§ **WHAT IS EXPECTED**: Wherever a line holds the word "font", copy that line from the data.

Collected data entries

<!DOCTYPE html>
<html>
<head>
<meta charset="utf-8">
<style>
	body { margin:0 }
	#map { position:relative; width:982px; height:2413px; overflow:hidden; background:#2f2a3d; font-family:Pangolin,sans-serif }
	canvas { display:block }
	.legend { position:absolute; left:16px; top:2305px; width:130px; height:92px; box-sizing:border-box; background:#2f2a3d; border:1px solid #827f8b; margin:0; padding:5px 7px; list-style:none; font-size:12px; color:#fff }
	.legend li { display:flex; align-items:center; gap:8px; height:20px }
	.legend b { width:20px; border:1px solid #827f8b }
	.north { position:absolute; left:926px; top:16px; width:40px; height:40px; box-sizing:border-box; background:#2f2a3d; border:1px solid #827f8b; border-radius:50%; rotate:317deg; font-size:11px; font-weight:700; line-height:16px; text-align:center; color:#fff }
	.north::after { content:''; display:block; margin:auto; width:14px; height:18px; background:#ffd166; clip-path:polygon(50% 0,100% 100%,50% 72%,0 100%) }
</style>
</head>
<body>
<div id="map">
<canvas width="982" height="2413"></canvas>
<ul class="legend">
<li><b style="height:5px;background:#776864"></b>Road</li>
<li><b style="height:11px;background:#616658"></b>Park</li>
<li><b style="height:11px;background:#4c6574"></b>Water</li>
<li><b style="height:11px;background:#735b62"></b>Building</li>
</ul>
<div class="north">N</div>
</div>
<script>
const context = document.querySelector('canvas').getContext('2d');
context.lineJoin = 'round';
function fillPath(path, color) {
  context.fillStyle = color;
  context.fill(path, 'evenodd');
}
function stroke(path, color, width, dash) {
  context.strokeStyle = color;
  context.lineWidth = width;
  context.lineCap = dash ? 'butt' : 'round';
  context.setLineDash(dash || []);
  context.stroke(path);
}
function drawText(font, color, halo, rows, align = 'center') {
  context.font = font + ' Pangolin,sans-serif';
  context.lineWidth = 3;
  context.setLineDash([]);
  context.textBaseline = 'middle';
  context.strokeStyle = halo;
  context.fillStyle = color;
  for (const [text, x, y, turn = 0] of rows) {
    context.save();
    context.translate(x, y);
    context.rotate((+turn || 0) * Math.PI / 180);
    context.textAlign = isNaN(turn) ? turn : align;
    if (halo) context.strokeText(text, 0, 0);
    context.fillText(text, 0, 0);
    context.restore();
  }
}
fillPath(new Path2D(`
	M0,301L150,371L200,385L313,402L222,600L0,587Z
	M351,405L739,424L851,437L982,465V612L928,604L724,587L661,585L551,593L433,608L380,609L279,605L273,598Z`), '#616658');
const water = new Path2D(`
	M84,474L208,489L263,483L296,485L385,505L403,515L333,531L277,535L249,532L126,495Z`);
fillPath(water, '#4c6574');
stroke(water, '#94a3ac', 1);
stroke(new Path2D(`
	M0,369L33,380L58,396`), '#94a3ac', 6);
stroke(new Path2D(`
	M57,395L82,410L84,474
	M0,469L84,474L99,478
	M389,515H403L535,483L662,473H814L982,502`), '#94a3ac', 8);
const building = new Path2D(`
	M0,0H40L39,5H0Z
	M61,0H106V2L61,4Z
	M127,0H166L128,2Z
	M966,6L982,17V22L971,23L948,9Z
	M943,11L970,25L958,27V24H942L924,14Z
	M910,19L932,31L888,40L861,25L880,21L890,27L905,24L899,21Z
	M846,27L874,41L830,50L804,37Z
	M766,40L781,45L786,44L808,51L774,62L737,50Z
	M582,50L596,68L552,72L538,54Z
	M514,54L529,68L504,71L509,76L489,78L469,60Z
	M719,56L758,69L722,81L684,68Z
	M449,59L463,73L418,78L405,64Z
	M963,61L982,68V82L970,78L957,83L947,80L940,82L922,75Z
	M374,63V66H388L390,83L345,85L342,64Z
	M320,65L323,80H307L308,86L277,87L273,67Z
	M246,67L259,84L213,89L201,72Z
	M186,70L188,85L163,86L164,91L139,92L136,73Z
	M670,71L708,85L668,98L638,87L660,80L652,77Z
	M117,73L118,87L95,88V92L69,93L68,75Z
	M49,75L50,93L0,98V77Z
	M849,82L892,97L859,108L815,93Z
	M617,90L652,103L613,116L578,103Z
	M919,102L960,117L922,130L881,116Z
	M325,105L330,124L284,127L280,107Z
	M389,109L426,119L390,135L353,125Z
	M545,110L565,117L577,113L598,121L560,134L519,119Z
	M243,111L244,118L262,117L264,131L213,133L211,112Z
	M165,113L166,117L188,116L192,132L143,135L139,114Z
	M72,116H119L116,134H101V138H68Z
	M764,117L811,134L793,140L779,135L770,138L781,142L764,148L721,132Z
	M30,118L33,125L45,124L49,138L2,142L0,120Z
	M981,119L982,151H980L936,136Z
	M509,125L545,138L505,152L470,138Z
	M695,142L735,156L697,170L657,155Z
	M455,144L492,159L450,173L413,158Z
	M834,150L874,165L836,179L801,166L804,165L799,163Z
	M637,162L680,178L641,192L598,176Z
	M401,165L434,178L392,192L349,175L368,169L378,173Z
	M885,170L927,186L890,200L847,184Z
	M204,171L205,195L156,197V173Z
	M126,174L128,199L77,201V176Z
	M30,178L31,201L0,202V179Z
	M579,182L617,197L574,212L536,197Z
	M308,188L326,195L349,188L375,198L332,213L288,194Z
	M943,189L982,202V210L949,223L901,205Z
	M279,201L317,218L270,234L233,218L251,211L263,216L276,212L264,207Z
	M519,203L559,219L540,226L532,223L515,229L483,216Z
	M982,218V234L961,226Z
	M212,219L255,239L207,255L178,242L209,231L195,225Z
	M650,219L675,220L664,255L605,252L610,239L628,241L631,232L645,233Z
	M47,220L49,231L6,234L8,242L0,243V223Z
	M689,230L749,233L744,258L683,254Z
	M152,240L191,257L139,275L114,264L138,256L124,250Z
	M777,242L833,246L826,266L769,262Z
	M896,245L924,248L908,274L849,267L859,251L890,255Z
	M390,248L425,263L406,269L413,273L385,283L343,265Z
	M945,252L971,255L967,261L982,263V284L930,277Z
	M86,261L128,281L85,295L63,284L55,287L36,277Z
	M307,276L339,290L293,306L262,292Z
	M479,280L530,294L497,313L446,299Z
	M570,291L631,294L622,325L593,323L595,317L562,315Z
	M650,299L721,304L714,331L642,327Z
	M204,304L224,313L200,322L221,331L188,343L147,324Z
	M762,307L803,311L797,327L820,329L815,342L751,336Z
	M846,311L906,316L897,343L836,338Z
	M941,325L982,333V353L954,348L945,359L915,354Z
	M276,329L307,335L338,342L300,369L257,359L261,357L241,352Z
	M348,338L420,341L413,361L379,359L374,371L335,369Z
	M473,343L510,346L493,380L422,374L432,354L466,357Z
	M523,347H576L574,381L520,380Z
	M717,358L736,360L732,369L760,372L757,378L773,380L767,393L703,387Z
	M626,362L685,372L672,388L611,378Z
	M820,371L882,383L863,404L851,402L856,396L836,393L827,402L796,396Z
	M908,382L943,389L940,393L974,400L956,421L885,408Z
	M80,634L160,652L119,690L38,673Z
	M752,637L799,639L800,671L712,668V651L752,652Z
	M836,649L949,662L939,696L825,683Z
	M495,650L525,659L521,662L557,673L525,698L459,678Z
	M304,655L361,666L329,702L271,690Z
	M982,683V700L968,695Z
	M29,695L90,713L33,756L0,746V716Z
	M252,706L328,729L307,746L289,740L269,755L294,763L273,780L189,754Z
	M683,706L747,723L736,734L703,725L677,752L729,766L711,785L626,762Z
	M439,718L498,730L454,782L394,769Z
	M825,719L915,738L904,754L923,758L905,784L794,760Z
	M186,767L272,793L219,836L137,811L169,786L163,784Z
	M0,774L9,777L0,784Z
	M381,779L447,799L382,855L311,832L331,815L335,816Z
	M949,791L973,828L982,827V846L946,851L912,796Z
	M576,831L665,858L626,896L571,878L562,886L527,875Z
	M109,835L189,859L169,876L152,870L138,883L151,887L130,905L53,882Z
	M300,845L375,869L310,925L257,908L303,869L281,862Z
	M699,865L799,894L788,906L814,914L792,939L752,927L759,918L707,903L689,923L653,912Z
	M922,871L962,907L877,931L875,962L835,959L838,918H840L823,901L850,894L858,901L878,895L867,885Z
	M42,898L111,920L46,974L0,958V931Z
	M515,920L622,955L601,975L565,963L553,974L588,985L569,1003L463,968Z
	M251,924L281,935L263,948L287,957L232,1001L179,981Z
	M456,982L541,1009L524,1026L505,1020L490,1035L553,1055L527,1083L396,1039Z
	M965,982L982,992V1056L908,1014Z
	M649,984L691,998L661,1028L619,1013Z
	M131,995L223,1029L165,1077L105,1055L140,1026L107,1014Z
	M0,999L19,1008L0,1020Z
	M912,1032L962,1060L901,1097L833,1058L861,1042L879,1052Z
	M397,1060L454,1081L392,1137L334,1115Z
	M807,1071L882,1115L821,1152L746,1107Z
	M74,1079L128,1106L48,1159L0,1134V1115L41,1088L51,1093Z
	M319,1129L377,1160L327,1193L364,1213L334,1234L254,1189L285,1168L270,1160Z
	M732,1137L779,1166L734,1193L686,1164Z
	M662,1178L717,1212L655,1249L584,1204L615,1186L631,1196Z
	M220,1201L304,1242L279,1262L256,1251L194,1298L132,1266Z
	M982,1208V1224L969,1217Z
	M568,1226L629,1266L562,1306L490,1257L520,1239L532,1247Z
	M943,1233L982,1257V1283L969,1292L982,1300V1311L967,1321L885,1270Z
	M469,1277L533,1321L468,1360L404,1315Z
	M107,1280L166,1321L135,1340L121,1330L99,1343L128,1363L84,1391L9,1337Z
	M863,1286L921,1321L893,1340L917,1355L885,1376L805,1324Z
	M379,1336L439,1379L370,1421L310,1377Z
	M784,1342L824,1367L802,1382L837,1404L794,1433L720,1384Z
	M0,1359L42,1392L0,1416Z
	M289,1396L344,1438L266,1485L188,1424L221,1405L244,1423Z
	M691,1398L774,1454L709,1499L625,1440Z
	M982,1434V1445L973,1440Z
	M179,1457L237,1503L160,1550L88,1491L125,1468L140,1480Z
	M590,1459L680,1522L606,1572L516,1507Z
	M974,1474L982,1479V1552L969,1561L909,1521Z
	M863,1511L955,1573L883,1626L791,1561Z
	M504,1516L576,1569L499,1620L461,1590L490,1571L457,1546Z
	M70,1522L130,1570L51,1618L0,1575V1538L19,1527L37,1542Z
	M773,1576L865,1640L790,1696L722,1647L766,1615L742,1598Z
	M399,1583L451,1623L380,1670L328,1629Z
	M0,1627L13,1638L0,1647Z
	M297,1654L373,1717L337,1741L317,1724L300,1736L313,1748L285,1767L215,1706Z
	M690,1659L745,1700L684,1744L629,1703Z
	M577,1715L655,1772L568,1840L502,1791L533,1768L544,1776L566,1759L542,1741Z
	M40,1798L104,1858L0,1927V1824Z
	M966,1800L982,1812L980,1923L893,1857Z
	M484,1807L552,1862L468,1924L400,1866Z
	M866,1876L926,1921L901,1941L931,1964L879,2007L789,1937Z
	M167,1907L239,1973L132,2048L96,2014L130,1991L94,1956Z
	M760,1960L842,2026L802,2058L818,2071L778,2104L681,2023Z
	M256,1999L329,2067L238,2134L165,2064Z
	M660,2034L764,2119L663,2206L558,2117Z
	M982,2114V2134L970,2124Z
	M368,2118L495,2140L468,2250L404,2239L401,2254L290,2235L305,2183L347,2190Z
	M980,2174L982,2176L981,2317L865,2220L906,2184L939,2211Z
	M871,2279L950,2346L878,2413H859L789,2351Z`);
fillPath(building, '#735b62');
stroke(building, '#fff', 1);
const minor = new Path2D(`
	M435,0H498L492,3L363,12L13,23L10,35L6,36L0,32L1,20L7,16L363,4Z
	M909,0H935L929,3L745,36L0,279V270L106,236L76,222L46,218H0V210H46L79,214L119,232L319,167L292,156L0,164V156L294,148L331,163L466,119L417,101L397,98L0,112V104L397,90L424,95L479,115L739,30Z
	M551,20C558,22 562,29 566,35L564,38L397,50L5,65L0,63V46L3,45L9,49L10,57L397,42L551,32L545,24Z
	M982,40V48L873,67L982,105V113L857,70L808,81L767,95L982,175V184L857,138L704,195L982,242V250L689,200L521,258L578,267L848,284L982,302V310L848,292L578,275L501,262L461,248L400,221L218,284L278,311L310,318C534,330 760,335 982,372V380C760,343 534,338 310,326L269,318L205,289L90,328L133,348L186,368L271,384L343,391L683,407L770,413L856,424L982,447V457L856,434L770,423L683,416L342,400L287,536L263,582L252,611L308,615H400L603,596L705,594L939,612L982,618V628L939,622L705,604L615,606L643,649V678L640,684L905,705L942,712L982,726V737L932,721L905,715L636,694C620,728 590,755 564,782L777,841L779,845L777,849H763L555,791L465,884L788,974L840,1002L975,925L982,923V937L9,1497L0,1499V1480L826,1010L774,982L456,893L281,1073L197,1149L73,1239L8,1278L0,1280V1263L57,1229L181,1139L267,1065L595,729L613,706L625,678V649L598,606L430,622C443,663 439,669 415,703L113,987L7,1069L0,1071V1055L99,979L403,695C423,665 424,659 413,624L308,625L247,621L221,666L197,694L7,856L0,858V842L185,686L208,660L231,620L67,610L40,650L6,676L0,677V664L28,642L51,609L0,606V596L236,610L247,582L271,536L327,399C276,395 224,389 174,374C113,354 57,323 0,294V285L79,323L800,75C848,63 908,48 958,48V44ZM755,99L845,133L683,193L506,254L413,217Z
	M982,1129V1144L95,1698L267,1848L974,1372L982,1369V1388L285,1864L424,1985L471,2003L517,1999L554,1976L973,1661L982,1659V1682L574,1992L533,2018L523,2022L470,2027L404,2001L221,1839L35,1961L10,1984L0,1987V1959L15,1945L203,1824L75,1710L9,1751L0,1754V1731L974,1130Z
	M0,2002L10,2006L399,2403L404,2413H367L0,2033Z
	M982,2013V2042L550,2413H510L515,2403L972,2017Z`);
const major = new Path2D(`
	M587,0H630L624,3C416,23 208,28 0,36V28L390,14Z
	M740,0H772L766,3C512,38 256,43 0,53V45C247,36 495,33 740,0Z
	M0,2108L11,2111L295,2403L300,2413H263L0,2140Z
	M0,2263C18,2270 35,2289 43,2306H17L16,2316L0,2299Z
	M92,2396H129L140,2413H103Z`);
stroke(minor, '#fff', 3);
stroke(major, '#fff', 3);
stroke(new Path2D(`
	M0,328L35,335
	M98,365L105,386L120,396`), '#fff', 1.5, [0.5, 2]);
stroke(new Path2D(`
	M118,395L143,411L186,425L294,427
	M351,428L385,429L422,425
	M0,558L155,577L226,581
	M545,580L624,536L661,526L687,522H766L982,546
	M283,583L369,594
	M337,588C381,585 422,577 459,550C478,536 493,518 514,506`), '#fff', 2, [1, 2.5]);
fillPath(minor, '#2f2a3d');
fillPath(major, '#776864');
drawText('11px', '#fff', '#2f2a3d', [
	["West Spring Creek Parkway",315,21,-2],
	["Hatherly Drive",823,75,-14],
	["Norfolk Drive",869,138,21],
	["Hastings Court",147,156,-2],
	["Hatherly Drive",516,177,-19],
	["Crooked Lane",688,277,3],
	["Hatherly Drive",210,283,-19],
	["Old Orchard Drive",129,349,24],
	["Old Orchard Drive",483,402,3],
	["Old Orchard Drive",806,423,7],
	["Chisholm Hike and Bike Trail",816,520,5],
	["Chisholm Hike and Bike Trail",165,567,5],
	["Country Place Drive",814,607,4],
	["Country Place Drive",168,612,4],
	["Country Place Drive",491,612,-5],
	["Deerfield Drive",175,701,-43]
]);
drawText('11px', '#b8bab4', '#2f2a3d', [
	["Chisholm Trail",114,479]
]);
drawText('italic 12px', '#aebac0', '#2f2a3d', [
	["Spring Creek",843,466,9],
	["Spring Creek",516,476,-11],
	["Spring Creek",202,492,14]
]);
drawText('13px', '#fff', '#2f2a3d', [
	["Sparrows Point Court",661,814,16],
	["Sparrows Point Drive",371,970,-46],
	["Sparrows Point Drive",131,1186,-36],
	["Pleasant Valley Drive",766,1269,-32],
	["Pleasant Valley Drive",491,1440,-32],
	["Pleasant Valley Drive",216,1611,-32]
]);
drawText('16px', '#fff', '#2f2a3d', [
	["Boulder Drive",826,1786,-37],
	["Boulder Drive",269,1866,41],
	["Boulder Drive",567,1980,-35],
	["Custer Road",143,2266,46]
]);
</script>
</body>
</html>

§ **SOLUTION FOR THIS TASK**:
	#map { position:relative; width:982px; height:2413px; overflow:hidden; background:#2f2a3d; font-family:Pangolin,sans-serif }
	.legend { position:absolute; left:16px; top:2305px; width:130px; height:92px; box-sizing:border-box; background:#2f2a3d; border:1px solid #827f8b; margin:0; padding:5px 7px; list-style:none; font-size:12px; color:#fff }
	.north { position:absolute; left:926px; top:16px; width:40px; height:40px; box-sizing:border-box; background:#2f2a3d; border:1px solid #827f8b; border-radius:50%; rotate:317deg; font-size:11px; font-weight:700; line-height:16px; text-align:center; color:#fff }
function drawText(font, color, halo, rows, align = 'center') {
  context.font = font + ' Pangolin,sans-serif';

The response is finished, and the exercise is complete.